Segment Start: Information shown

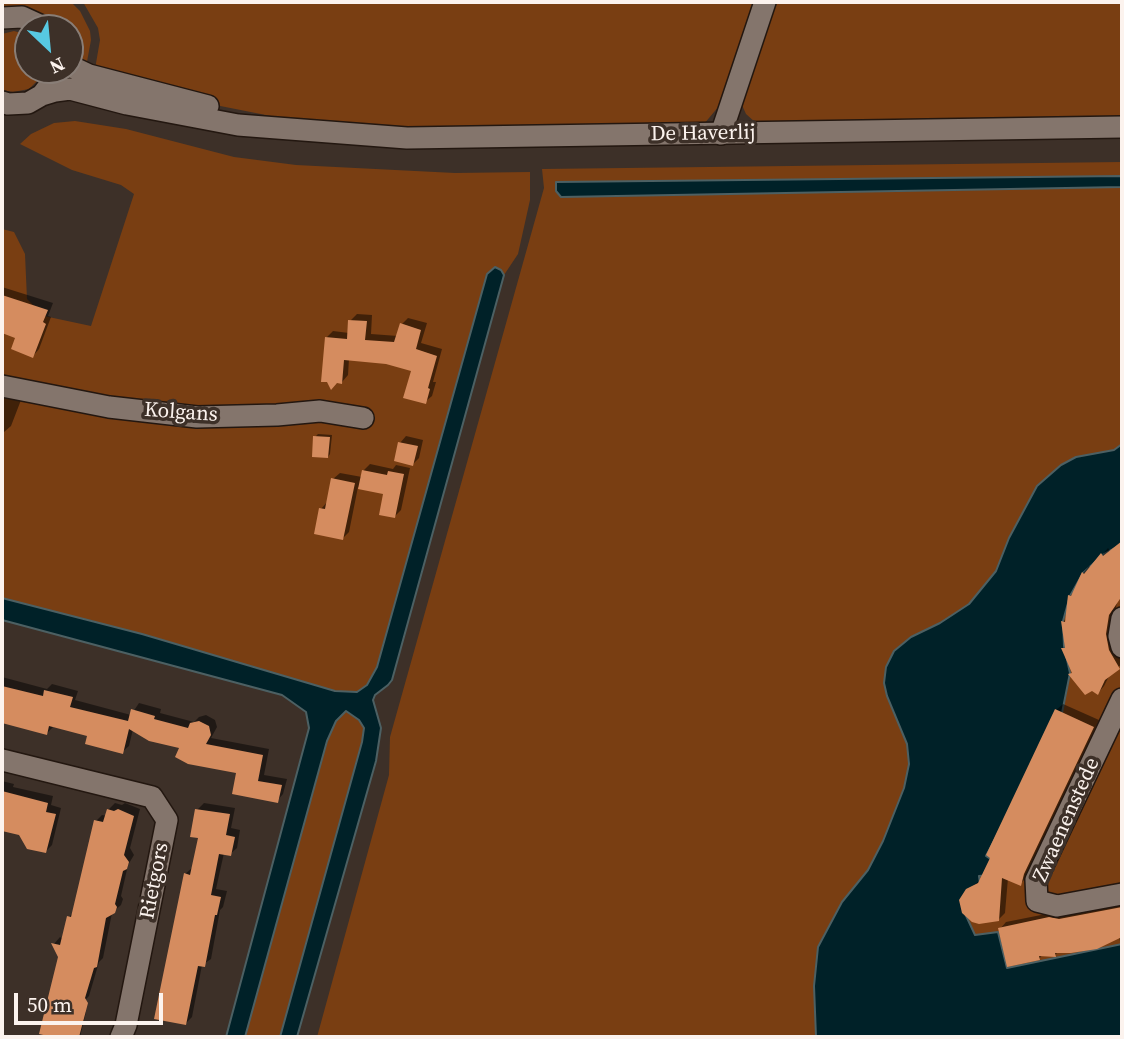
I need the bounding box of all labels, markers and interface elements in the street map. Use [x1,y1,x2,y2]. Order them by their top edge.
north arrow [14,14,84,84]
text: N [45,51,69,81]
street label: De Haverlij [650,120,756,148]
street label: Kolgans [143,398,219,428]
street label: Zwaenenstede [1028,754,1106,886]
street label: Rietgors [135,841,175,921]
scale bar [18,979,166,1023]
text: 50 m [27,990,72,1019]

Segment End: Information shown

### What is being asked
Go through the listing above and retype it exactly, skipping every picture.

### Final answer
I need the bounding box of all labels, markers and interface elements in the street map. Use [x1,y1,x2,y2]. Order them by their top edge.
north arrow [14,14,84,84]
text: N [45,51,69,81]
street label: De Haverlij [650,120,756,148]
street label: Kolgans [143,398,219,428]
street label: Zwaenenstede [1028,754,1106,886]
street label: Rietgors [135,841,175,921]
scale bar [18,979,166,1023]
text: 50 m [27,990,72,1019]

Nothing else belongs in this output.